[Instructions to follow] Using the entries below, output each line exactly from the first through the one that contains "function paint(path, color)".

[Data entries]

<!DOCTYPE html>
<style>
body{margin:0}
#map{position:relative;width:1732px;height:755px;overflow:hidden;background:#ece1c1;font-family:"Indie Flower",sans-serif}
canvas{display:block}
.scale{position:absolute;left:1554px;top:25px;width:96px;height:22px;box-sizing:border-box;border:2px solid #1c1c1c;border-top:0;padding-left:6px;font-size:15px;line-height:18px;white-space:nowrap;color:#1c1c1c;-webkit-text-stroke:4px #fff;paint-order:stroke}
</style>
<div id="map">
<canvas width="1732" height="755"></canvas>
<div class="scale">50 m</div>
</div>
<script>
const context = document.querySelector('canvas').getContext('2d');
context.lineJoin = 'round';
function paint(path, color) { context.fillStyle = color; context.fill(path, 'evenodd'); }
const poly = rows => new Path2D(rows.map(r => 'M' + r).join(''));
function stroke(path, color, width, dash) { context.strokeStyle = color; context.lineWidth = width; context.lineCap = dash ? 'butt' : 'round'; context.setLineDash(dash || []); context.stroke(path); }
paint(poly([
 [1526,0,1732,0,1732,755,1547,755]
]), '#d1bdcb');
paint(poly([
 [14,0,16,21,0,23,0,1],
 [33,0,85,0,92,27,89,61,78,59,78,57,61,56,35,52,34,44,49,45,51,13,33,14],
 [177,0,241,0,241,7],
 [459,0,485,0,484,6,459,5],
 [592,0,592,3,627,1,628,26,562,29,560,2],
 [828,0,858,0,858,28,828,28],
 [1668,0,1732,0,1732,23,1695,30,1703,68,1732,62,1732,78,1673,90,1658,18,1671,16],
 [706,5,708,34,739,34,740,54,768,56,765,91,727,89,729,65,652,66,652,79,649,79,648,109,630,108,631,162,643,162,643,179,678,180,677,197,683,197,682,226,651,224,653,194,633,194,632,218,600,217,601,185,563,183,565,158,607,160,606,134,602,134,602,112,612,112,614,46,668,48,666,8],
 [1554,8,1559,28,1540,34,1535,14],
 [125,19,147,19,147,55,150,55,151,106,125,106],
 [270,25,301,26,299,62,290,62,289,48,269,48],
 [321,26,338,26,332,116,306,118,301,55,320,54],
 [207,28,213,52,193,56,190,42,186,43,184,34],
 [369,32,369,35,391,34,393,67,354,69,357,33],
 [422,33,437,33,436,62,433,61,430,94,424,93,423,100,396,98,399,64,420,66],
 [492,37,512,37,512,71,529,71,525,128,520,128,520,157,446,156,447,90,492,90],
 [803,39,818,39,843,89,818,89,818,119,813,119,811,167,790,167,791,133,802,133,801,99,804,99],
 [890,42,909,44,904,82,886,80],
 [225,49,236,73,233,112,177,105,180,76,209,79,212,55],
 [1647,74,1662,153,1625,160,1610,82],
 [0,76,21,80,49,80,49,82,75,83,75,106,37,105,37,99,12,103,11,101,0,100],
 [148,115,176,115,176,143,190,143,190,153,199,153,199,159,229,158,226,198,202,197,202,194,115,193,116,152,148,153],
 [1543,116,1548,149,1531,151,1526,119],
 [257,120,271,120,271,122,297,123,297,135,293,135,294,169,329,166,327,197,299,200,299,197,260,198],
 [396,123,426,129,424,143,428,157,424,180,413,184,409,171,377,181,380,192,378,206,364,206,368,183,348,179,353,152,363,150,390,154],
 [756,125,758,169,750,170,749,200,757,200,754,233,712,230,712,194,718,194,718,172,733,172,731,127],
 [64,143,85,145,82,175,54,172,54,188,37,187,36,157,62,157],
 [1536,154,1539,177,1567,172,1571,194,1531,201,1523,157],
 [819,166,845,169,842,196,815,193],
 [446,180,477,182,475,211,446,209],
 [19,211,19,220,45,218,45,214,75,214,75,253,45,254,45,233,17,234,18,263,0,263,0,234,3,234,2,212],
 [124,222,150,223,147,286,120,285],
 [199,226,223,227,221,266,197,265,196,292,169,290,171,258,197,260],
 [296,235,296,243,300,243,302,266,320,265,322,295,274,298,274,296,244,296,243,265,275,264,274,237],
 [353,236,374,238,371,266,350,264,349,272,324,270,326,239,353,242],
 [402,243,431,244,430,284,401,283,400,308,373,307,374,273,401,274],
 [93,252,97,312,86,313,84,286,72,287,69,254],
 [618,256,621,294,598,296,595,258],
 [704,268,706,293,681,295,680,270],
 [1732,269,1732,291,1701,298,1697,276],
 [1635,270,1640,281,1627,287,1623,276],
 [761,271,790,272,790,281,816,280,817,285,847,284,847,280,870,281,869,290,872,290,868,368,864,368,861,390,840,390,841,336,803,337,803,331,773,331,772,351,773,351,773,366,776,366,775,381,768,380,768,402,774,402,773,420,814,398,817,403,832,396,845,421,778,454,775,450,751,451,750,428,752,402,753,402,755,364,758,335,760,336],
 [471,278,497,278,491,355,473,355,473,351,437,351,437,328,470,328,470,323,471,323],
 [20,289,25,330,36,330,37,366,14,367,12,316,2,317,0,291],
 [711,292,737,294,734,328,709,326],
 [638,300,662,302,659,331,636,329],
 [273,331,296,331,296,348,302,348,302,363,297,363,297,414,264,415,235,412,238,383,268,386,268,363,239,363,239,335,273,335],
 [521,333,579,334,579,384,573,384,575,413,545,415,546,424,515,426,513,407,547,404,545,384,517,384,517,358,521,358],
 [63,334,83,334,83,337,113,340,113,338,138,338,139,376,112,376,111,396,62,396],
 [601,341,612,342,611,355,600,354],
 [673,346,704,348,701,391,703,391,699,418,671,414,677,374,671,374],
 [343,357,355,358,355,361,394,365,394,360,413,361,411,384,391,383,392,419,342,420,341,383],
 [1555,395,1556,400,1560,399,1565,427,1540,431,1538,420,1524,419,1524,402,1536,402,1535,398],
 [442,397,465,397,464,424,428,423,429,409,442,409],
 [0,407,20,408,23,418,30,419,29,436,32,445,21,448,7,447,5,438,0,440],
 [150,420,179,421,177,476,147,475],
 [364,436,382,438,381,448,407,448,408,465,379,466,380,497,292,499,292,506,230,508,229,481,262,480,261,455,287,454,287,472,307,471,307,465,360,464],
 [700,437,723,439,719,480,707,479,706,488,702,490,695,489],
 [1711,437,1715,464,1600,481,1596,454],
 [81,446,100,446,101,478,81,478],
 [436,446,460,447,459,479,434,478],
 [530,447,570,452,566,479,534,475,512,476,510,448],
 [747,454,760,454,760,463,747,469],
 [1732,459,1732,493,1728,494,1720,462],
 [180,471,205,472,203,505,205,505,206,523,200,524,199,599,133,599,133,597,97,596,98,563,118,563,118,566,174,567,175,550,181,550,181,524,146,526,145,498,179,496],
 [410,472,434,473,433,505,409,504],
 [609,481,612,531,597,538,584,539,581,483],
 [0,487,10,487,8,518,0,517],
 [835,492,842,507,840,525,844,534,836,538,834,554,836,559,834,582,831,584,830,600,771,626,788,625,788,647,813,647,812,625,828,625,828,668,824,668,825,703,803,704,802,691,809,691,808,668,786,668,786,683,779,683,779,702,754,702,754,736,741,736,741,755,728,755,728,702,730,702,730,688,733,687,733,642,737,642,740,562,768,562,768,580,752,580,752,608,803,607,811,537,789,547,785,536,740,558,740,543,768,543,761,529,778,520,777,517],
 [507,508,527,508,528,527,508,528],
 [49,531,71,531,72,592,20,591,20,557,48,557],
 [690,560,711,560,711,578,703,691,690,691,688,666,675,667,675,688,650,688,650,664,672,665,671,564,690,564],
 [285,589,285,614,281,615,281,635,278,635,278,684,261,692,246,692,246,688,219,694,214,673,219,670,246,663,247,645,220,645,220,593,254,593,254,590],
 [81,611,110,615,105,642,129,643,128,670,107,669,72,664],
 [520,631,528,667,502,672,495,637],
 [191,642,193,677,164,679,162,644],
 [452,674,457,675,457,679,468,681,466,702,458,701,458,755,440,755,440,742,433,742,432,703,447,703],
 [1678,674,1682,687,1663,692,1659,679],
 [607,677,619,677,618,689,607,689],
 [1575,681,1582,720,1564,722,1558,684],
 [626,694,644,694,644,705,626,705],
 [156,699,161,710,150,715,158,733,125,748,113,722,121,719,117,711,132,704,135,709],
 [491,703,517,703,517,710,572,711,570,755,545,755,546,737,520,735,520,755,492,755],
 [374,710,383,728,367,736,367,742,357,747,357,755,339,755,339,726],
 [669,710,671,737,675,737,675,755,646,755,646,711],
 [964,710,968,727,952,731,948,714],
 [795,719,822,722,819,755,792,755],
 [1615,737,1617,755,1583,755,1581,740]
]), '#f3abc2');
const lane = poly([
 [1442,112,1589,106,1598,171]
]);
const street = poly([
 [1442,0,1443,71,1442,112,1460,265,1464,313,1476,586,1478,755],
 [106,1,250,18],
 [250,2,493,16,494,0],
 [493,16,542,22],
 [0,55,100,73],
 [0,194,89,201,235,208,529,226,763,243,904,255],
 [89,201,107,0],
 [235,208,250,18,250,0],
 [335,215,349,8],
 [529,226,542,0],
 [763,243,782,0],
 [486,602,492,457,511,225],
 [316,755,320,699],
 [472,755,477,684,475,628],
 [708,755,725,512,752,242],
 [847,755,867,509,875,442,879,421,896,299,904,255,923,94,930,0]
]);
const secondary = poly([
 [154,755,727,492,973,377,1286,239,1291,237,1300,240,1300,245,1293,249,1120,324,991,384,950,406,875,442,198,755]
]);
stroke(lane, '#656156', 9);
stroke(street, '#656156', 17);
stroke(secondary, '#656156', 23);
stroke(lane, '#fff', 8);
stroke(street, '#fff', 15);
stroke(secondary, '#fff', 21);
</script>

[Finished task]
<!DOCTYPE html>
<style>
body{margin:0}
#map{position:relative;width:1732px;height:755px;overflow:hidden;background:#ece1c1;font-family:"Indie Flower",sans-serif}
canvas{display:block}
.scale{position:absolute;left:1554px;top:25px;width:96px;height:22px;box-sizing:border-box;border:2px solid #1c1c1c;border-top:0;padding-left:6px;font-size:15px;line-height:18px;white-space:nowrap;color:#1c1c1c;-webkit-text-stroke:4px #fff;paint-order:stroke}
</style>
<div id="map">
<canvas width="1732" height="755"></canvas>
<div class="scale">50 m</div>
</div>
<script>
const context = document.querySelector('canvas').getContext('2d');
context.lineJoin = 'round';
function paint(path, color) { context.fillStyle = color; context.fill(path, 'evenodd'); }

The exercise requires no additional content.